Но дома его никто, увы, не ждал. Как всегда летом, его родители уехали в экспедицию, оставив дом на его попечение. Там было пусто и холодно. А он хотел тепла и уюта. И он решил идти дальше. Он пошёл вперед, куда глаза глядят. Пошёл быстро. Его ноги сами вели его. Он шёл, не останавливаясь. Он не знал, куда идёт. Он просто шёл вперёд. Он был один на пустыре. Далеко впереди он увидел огонёк. И шёл туда...
Но огонёк вдруг погас, словно его задули черти, и Йаати остановился, не понимая, куда идти дальше. Было уже очень темно, он едва различал землю под ногами.
— Надо найти укрытие! — сказал он себе вслух. — Идти туда сейчас опасно!
Он подобрал какую-то палку и пошёл в сторону, противоположную той, куда его тянуло чувство. Он шёл долго. И когда он уже не надеялся найти что-нибудь подходящее, перед ним выросло дерево. Ствол его был толстым, но ветви на нём были тонкие, словно у ивы. Йаати залез на дерево и устроился под его кроной, прислонившись к стволу. Ветки были мягкими и очень приятными на ощупь. Было холодно.
Йаати поднял голову и посмотрел вверх. Там было ещё холоднее. Высоко-высоко висело тёмное, серое, будто бы свинцовое небо. Оно было таким тяжёлым, что казалось, вот-вот упадёт, и тогда всё вокруг зальёт водой. Но Йаати не боялся. Он был уверен, что дождь не зальет его. Ведь он был под защитой огромного, могучего дерева. На этом дереве он и заночует...

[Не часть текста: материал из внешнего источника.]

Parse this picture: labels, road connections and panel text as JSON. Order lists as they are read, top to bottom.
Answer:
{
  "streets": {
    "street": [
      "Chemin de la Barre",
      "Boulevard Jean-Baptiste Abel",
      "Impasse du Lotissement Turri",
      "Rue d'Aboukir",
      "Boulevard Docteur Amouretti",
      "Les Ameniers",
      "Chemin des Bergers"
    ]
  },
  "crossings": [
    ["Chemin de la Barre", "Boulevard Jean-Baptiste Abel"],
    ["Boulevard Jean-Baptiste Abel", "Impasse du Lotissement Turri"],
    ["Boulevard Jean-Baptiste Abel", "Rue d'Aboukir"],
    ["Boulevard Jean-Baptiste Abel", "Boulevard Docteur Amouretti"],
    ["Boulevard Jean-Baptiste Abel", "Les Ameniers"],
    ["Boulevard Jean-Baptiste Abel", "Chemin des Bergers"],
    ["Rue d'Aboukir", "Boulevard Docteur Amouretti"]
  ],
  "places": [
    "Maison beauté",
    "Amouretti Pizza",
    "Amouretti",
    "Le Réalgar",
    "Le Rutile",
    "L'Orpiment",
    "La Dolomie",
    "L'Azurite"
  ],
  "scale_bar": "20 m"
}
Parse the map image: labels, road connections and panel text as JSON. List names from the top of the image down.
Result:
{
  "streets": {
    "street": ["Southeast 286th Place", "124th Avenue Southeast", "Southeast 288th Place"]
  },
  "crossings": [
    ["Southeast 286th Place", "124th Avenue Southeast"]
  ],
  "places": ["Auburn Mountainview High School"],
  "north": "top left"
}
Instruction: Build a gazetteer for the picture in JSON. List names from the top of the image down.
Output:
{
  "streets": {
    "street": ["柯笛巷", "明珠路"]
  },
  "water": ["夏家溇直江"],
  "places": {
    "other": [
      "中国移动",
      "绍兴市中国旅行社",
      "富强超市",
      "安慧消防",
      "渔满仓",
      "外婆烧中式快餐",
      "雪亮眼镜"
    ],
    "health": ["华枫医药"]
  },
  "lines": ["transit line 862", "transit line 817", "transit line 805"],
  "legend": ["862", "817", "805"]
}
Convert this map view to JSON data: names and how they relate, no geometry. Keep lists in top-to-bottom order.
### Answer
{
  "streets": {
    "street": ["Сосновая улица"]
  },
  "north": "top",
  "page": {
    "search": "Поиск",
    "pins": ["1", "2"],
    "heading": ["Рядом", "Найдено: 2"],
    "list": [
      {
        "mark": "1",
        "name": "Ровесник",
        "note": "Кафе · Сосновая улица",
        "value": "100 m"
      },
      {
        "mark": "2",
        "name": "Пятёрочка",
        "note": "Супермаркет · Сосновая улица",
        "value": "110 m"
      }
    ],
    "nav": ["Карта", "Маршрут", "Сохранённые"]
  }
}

..............................................................................................
Скоро окончательно стемнело. Начался дождь. Он ощутил, как капли воды падают с веток на его лицо. Ему стало противно. Йаати не любил дождь. Он был мокрым, холодным, и очень неприятным.
— Как холодно! — вслух подумал он. — Мне нужно согреться. Может, здесь есть какой-нибудь огонь?..
Он начал осматриваться вокруг себя. Но нигде не было видно ни одного огня, словно он не возле города, а в настоящей дикой глуши. А ему очень хотелось согреться. Он даже начал дрожать, ругая себя последними словами. Какого черта он вообще забрался сюда? Что он здесь делает? Ищет приключений на свою попу? Вот, уже нашел. Романтичная ночевка в лесу. И это ни фига не увлекательно, это очень неудобно, холодно и скучно. Хорошо хоть, что пока ему не хочется есть... ладно, не очень сильно хочется. По крайней мере, до утра он наверное дотерпит, а там можно будет пойти в город и купить булку в первом же магазине...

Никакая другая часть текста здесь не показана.